(Collected data entries)
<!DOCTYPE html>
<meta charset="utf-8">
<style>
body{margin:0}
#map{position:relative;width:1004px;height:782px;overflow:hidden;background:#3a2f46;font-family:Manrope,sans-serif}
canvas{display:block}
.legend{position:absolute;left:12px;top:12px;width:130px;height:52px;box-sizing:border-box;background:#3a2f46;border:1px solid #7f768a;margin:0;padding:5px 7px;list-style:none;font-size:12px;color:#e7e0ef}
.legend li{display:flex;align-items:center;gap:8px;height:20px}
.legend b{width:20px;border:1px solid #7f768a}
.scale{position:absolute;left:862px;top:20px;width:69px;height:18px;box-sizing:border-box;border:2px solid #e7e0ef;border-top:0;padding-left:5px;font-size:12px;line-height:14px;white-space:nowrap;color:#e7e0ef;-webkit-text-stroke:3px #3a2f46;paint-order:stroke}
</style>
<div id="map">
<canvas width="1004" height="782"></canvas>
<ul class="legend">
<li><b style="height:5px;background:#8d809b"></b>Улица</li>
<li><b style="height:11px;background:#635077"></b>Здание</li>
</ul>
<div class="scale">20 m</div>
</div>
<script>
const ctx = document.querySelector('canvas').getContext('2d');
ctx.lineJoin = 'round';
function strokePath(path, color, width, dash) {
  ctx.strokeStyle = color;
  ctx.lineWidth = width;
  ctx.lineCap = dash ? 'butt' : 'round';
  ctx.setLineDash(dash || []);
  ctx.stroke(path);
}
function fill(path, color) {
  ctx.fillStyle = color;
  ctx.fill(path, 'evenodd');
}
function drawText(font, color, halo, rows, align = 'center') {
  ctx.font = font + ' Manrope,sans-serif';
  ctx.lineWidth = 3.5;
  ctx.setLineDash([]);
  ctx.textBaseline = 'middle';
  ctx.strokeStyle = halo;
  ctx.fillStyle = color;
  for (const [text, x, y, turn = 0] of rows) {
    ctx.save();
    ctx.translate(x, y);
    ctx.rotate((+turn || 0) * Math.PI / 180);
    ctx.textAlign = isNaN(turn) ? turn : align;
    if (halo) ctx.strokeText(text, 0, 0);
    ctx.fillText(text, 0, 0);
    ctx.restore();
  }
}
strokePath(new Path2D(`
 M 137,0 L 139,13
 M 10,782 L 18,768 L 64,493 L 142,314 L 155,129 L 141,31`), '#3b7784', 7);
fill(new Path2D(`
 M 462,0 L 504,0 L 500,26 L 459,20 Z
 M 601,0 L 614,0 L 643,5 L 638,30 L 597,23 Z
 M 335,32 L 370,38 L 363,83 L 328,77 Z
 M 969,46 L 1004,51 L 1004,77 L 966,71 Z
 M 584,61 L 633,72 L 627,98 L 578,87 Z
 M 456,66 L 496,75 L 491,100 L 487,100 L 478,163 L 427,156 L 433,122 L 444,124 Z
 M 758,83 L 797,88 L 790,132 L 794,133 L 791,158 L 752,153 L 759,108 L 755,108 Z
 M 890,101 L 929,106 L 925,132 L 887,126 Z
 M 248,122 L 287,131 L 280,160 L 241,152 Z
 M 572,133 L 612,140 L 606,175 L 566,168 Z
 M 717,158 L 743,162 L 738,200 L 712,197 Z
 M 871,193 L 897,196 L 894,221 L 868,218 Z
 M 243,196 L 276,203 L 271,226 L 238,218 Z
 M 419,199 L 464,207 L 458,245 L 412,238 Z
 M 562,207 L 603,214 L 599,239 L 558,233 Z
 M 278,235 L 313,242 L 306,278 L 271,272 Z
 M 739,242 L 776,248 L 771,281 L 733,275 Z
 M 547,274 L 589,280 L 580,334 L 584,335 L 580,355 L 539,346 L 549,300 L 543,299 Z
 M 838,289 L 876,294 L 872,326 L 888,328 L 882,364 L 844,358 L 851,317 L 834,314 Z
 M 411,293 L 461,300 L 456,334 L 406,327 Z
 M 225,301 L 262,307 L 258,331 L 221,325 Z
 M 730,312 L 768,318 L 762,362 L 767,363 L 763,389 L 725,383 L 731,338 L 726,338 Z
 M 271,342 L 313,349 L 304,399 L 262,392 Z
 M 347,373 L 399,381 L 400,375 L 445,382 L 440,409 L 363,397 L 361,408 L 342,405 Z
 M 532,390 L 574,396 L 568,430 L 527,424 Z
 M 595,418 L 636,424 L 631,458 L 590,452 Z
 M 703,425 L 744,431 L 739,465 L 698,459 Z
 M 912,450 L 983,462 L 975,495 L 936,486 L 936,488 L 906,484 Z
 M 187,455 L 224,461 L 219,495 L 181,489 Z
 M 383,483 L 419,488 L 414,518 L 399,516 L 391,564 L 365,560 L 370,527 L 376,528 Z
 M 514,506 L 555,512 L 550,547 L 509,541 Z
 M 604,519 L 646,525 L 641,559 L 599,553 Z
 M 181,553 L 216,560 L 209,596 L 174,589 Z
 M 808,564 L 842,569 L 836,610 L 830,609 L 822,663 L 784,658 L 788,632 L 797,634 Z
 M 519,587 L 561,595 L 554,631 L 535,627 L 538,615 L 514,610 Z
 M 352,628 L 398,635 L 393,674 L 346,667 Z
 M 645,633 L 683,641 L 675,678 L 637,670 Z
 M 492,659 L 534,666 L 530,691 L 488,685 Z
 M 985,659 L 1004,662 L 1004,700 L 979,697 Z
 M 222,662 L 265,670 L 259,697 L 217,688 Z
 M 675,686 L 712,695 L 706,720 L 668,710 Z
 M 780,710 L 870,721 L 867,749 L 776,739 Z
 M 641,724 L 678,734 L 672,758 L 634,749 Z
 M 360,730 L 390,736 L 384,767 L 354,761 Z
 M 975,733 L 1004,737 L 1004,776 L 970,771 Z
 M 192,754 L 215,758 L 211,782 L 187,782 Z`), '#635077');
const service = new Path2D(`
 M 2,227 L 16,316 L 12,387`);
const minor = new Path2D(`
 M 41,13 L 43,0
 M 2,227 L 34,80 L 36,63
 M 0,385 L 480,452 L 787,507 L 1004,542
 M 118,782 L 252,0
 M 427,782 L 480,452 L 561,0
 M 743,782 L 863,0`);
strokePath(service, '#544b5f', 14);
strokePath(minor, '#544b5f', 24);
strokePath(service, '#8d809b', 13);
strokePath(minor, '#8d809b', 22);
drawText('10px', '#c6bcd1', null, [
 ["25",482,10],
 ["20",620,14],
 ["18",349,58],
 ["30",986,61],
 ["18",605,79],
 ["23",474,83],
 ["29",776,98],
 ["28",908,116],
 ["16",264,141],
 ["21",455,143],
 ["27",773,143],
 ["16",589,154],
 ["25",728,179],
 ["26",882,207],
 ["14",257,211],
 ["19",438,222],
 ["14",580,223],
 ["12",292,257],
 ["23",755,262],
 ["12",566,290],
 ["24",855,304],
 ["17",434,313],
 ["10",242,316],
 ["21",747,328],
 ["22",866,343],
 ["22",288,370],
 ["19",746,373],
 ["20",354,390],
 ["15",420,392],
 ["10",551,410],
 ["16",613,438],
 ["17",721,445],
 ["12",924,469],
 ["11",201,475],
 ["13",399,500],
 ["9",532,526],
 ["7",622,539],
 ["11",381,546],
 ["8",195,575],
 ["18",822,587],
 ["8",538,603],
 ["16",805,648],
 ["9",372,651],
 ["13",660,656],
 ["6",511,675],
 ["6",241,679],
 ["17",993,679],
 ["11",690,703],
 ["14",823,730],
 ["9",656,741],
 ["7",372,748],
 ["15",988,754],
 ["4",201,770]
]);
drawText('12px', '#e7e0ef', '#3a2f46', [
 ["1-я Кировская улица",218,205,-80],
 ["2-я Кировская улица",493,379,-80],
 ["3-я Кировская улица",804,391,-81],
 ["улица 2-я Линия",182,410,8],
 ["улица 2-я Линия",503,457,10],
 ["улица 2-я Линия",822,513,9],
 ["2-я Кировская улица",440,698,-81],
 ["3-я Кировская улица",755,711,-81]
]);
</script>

◆ **Try it**
The lines of the records that contain the string "align" should be located and copied.

◆ **Answer**
.legend li{display:flex;align-items:center;gap:8px;height:20px}
function drawText(font, color, halo, rows, align = 'center') {
    ctx.textAlign = isNaN(turn) ? turn : align;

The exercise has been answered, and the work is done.